▶ **Work task**
How do the lines below between the ones holding "function trace(path, color, width, dash)" and "g.font = font", inclusive, read? Give them again exactly, with no other lines.

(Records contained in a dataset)

■ ■ ■

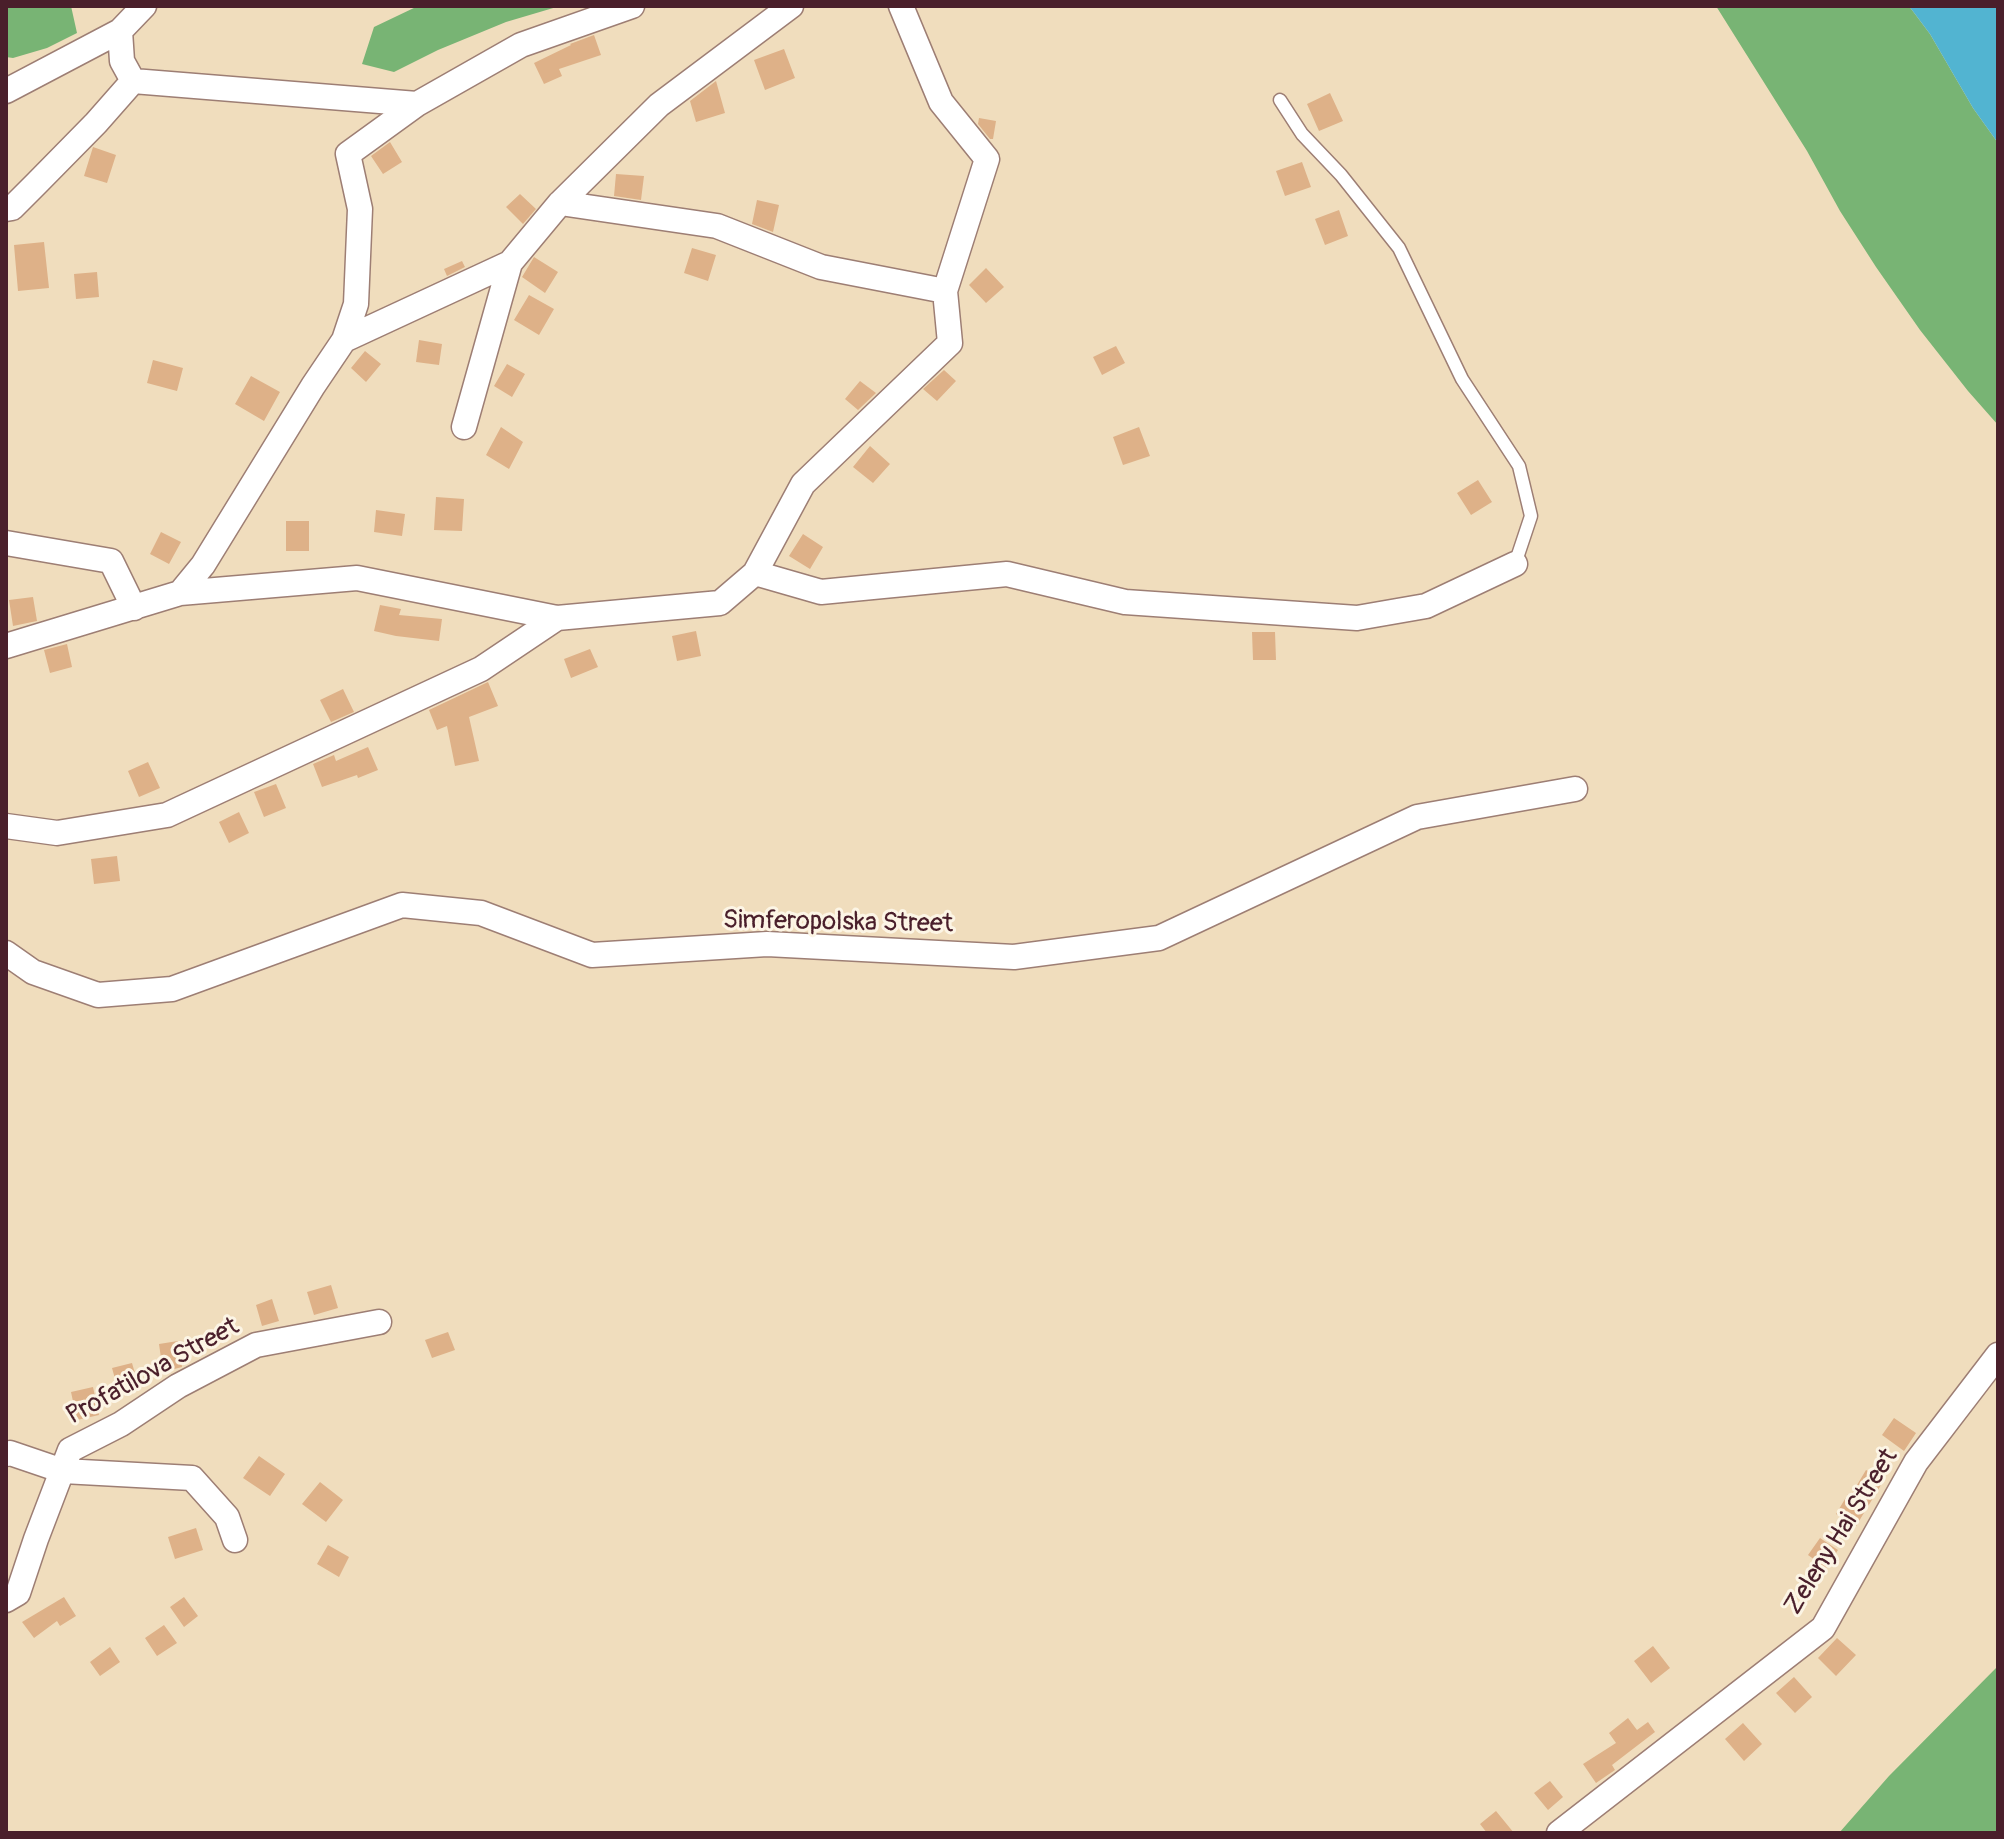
<!DOCTYPE html>
<html>
<head>
<meta charset="utf-8">
<style>
	body { margin:0 }
	#map { position:relative; width:2004px; height:1839px; overflow:hidden; background:#f0ddbd; font-family:Pangolin,sans-serif }
	canvas { display:block }
	.frame { position:absolute; inset:0; border:8px solid #4a1f2b; pointer-events:none }
</style>
</head>
<body>
<div id="map">
<canvas width="2004" height="1839"></canvas>
<div class="frame"></div>
</div>
<script>
const g = document.querySelector('canvas').getContext('2d');
g.lineJoin = 'round';
function fillPath(path, color) { g.fillStyle = color; g.fill(path, 'evenodd'); }
const poly = rows => new Path2D(rows.map(r => 'M' + r).join(''));
function trace(path, color, width, dash) { g.strokeStyle = color; g.lineWidth = width; g.lineCap = dash ? 'butt' : 'round'; g.setLineDash(dash || []); g.stroke(path); }
function label(font, color, halo, rows, align = 'center') {
  g.font = font + ' Pangolin,sans-serif'; g.lineWidth = 6; g.setLineDash([]); g.textBaseline = 'middle'; g.strokeStyle = halo; g.fillStyle = color; for (const [text, x, y, turn = 0] of rows) {
    g.save(); g.translate(x, y); g.rotate((+turn || 0) * Math.PI / 180); g.textAlign = isNaN(turn) ? turn : align; if (halo) g.strokeText(text, 0, 0); g.fillText(text, 0, 0); g.restore();
  }
}
fillPath(poly([
	[6,6,71,6,77,33,47,48,13,58,6,57],
	[418,6,560,6,506,22,438,50,394,72,362,64,374,27],
	[1716,6,1909,6,1930,34,1973,108,1998,143,1998,425,1968,391,1920,330,1876,267,1840,211,1807,151],
	[1998,1666,1998,1833,1839,1833,1889,1776]
]), '#78b474');
fillPath(poly([
	[1909,6,1998,6,1998,143,1973,108,1930,34]
]), '#52b4d1');
fillPath(poly([
	[594,35,601,55,559,69,562,76,544,84,534,63,571,45,570,44],
	[784,49,795,78,765,90,754,60],
	[716,81,725,113,696,122,690,101],
	[1330,93,1343,121,1319,131,1307,104],
	[979,118,996,121,993,139,990,139,978,124],
	[390,142,402,162,383,174,371,156],
	[93,147,116,155,107,183,84,176],
	[1302,162,1311,187,1285,196,1276,171],
	[616,174,644,176,641,200,614,196],
	[520,194,536,209,523,224,506,207],
	[757,200,779,205,773,232,752,224],
	[1339,210,1348,236,1325,245,1315,219],
	[44,242,49,288,18,291,14,245],
	[692,248,716,255,708,281,684,273],
	[534,257,558,272,545,293,522,277],
	[462,261,465,267,447,276,444,269],
	[986,268,1004,287,986,303,969,285],
	[97,272,99,297,76,299,74,274],
	[529,295,554,309,539,335,514,320],
	[419,340,442,344,439,365,416,362],
	[1116,346,1125,363,1102,375,1093,357],
	[365,351,381,364,366,382,351,368],
	[153,360,183,368,177,391,147,383],
	[507,364,525,374,512,397,494,386],
	[944,370,956,381,937,401,923,389],
	[251,376,280,392,264,421,235,404],
	[860,381,876,393,858,410,845,399],
	[501,427,523,442,509,469,486,455],
	[1139,427,1150,456,1123,465,1113,437],
	[870,446,890,464,873,483,853,467],
	[1478,480,1492,502,1471,515,1457,493],
	[436,497,464,499,462,531,434,530],
	[376,510,405,514,402,536,374,532],
	[286,521,309,521,309,551,286,551],
	[161,532,181,542,169,564,150,554],
	[803,534,823,547,810,569,789,556],
	[33,597,37,621,13,626,9,600],
	[380,605,401,609,399,615,442,619,439,641,396,636,374,631],
	[696,631,701,656,677,661,672,636],
	[1252,632,1275,632,1276,660,1253,660],
	[67,644,72,667,50,673,44,650],
	[590,649,598,667,571,678,564,659],
	[488,682,498,706,469,717,479,761,455,766,447,726,437,730,429,710],
	[343,689,354,712,331,722,320,700],
	[368,747,378,770,358,778,357,775,322,787,313,764,334,755,336,761],
	[148,762,160,788,139,797,128,771],
	[276,784,286,808,264,817,254,792],
	[239,812,249,833,229,843,219,822],
	[117,856,120,881,94,884,91,859],
	[331,1285,338,1308,314,1315,307,1292],
	[272,1299,279,1321,262,1326,256,1305],
	[448,1332,455,1350,432,1358,425,1340],
	[178,1341,182,1367,163,1372,159,1344],
	[132,1363,139,1387,119,1393,112,1368],
	[93,1387,99,1415,77,1420,71,1392],
	[1894,1418,1916,1433,1904,1451,1882,1435],
	[259,1456,285,1474,270,1496,243,1478],
	[1866,1470,1884,1480,1856,1526,1836,1514,1848,1494,1851,1495],
	[320,1482,343,1500,326,1522,302,1504],
	[196,1528,203,1550,175,1559,168,1537],
	[1820,1538,1838,1550,1826,1568,1808,1555],
	[328,1545,349,1557,339,1577,317,1564],
	[64,1597,76,1616,60,1626,57,1621,34,1638,22,1622],
	[184,1597,198,1616,184,1627,170,1607],
	[164,1625,177,1643,157,1656,145,1638],
	[1837,1638,1856,1655,1836,1676,1818,1658],
	[1653,1646,1670,1668,1651,1683,1634,1661],
	[110,1647,120,1662,100,1676,90,1662],
	[1794,1677,1812,1697,1795,1713,1776,1693],
	[1628,1718,1637,1730,1648,1722,1655,1732,1612,1765,1615,1770,1596,1783,1583,1764,1616,1743,1609,1733],
	[1743,1723,1762,1744,1744,1761,1725,1739],
	[1550,1781,1563,1797,1548,1810,1534,1793],
	[1496,1811,1514,1833,1487,1833,1480,1824]
]), '#deb188');
const lane = poly([
	[1280,100,1302,134,1341,175,1399,248,1462,379,1519,466,1531,516,1515,564]
]);
const street = poly([
	[120,31,122,61,133,81,417,104,521,45,632,6],
	[6,91,120,31,144,6],
	[560,203,717,226,821,267,945,291],
	[6,209,12,208,37,183,96,123,133,81],
	[344,340,356,304,360,209,348,154,417,104],
	[464,427,510,263],
	[6,543,111,561,134,608],
	[755,573,821,592,1007,574,1125,602,1357,618,1426,606,1515,564],
	[180,593,203,565,313,386,344,340,510,263,560,203,659,105,791,6],
	[6,646,180,593,357,578,557,618],
	[6,826,57,833,167,815,481,669,557,618,720,603,755,573,803,484,950,343,945,291,987,159,941,102,901,6],
	[6,953,33,972,98,995,172,989,402,905,481,913,592,955,767,944,1014,957,1159,938,1417,817,1575,789],
	[6,1454,10,1453,63,1471,192,1478,227,1517,235,1540],
	[6,1600,18,1593,36,1539,70,1450,121,1424,178,1386,256,1345,379,1322],
	[1559,1833,1823,1628,1916,1462,1998,1355]
]);
trace(lane, '#9d7e74', 15);
trace(street, '#9d7e74', 27);
trace(lane, '#fff', 12);
trace(street, '#fff', 24);
label('26px', '#4a1f2b', '#fcf5e5', [
	["Simferopolska Street",838,923,1],
	["Profatilova Street",153,1372,-29],
	["Zeleny Hai Street",1842,1532,-58]
]);
</script>
</body>
</html>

■ ■ ■

▶ **Response to this exercise**
function trace(path, color, width, dash) { g.strokeStyle = color; g.lineWidth = width; g.lineCap = dash ? 'butt' : 'round'; g.setLineDash(dash || []); g.stroke(path); }
function label(font, color, halo, rows, align = 'center') {
  g.font = font + ' Pangolin,sans-serif'; g.lineWidth = 6; g.setLineDash([]); g.textBaseline = 'middle'; g.strokeStyle = halo; g.fillStyle = color; for (const [text, x, y, turn = 0] of rows) {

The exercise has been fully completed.